Preparing Gelatin Films on Coverslips

Tissue culture cells will attach to gelatin as good as plastic.
Use fishers gelatin it is less pure and will cut better.

5%-7% gelatin for EM
10% gelatin for LM

1. Make gelatin up in water. Heat to dissolve, make coverslips in a hot room if possible. This will allow the gelatin to stay thin enough to create a film on the coverslips.

2. Coat one side of the coverslip draw off excess and stand on edge to drain excess. Place coverslip in tissue culture petrie dish to let dry. Or use a small slide box.

3. Fix dry gelatin coated slides for at least 2 hours, or overnight at 4 degrees. Use 10% paraformaldehyde in PBS if the films will be used for LM. Use 4% gluteraldehyde if films will be used for EM. If cross linking is insufficient the gelatin will pull off when the cells grow. Warm to room temperature for one hour ( to ensure good cross linking).

4. Wash in PBS to remove the fixative, 3-4X.

5. Transfer coverslips to a fresh dish, rinse five times five minutes each, with PBS.
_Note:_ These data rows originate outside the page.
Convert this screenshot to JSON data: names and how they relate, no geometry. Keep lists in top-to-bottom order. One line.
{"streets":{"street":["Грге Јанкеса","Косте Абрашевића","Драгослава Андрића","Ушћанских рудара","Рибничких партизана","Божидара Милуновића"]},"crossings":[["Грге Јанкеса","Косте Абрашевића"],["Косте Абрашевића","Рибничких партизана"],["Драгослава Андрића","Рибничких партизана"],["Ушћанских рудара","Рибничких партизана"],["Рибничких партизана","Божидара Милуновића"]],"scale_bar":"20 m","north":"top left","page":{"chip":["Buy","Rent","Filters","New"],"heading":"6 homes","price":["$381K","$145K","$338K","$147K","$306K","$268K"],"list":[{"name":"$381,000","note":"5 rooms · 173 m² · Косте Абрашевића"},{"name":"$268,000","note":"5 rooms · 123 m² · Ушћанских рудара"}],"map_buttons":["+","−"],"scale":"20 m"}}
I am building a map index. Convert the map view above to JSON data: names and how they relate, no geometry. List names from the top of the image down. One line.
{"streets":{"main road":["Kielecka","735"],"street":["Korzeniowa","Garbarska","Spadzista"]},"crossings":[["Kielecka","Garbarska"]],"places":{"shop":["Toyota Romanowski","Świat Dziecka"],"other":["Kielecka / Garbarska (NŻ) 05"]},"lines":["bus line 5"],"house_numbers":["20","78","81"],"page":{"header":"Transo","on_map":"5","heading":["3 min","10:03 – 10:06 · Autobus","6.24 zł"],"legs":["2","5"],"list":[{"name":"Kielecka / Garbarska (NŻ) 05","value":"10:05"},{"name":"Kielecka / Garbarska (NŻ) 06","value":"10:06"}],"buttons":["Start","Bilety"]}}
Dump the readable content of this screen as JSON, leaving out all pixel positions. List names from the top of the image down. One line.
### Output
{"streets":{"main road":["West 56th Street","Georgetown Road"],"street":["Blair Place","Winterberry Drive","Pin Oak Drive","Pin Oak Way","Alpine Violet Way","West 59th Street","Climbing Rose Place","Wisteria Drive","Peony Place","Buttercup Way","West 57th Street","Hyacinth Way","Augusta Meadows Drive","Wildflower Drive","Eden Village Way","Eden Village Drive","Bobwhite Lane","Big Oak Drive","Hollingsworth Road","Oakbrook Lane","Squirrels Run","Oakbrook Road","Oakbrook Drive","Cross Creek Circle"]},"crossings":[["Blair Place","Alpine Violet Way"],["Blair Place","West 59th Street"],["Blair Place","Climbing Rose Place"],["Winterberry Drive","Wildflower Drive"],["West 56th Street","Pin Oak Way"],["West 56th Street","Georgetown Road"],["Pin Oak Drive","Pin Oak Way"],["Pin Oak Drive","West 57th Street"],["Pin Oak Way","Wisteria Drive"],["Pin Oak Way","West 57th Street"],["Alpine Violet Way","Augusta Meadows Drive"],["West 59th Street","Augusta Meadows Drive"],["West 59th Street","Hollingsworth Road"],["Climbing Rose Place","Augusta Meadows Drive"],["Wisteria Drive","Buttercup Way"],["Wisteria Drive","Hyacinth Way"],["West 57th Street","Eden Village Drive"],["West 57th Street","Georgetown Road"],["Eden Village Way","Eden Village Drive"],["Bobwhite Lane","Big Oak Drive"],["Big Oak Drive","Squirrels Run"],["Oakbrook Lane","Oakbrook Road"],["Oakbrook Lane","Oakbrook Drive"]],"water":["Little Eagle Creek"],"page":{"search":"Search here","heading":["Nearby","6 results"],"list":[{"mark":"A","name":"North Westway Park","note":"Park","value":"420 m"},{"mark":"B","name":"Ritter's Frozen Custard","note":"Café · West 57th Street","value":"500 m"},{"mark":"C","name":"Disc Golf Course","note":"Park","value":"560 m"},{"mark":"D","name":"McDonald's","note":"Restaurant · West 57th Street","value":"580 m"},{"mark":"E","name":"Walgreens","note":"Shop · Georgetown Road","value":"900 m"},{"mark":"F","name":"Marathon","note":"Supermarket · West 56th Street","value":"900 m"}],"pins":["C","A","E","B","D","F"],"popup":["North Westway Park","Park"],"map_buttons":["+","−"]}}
6. To get rid of bacteria, Rinse with culture medium. (plane DM medium without antibodies or serum, incubate One hour in incubator, then give a second rinse and incubate for 1/2 hour more.

7. Rinse with medium containing 10X antibiotics and fungizide for 1/2 hour. Give an extra rinse if you plan to culture for a long time, (.> two days).

8. Rinse with medium 1X. Then culture your cells.